Hacker News new | ask | show | jobs
by mbiondi 3416 days ago
The only reason they are still in existence is due to a chance backup they took for a tangential reason. From the sounds of it, their solution is held together with bubble gum, some tape and lots of hand waving. Being in 160 different locations probably doesn't help much either.
3 comments

I'm pretty sure most solutions on the internet consist of bubble gum, some tape and lots of handwaving. Gitlab's screwup is hardly unique, even if it was very public.

It's difficult and expensive to build and maintain a solid system, and even if you want to, time and financial pressures often just don't let you, on top of the issue of just communicating the need for solid engineering, as it usually only becomes apparent when the problems start occurring.

Unless I'm misreading things, the reason they only lost 6 hours of data instead of 24 hours was a chance backup, but there was never an existential crisis here.

Downtime happens to pretty much every service out there. In this case the company was incredibly forthright and so we can make fun of their stupid mistakes, but really most mistakes are stupid when you look at them -- when you make thousands of decisions a day, some of them will seem silly in hindsight. We just never learn about most of them.

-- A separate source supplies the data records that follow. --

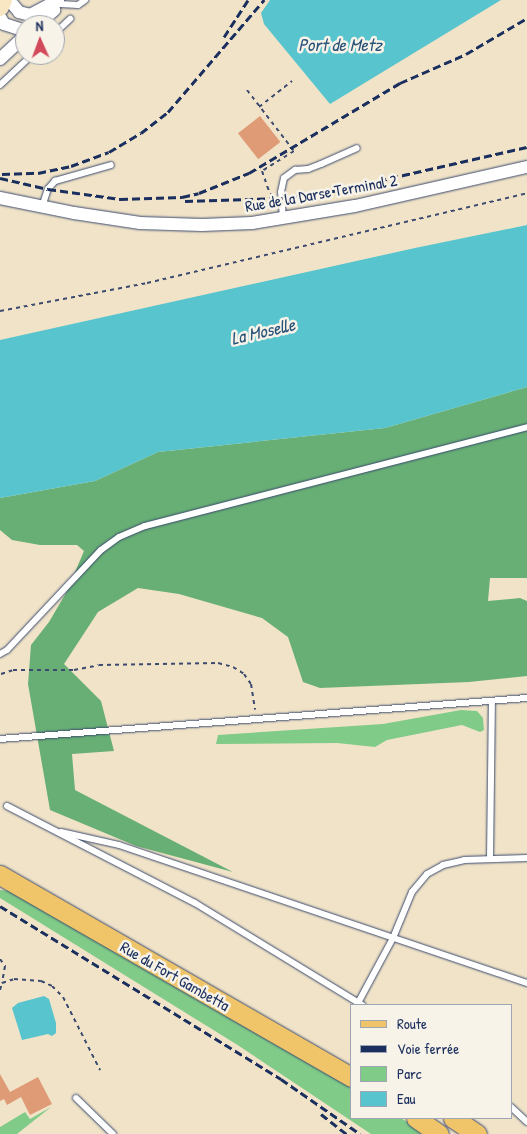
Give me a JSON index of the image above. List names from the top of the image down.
{
  "streets": {
    "main road": ["Rue du Fort Gambetta"],
    "street": ["Rue de la Darse Terminal 2"]
  },
  "water": ["Port de Metz", "La Moselle"],
  "legend": [
    "Route",
    "Voie ferrée",
    "Parc",
    "Eau"
  ],
  "north": "top"
}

I'm not defending them -- but that is the norm.

I had a customer once in the 90s take a 30 hour outage that cost them nearly $6M in fines because some asshole put a budget freeze on anything related to cleaning, including tape drive cleaner carts. The dopey ops guy kept using one tape on multiple drives, making them do nothing.

I could personally rattle off a dozen stories like this at late stage startups, Fortune 10 and .gov.

The only reason many businesses are alive is luck and reliable SAN.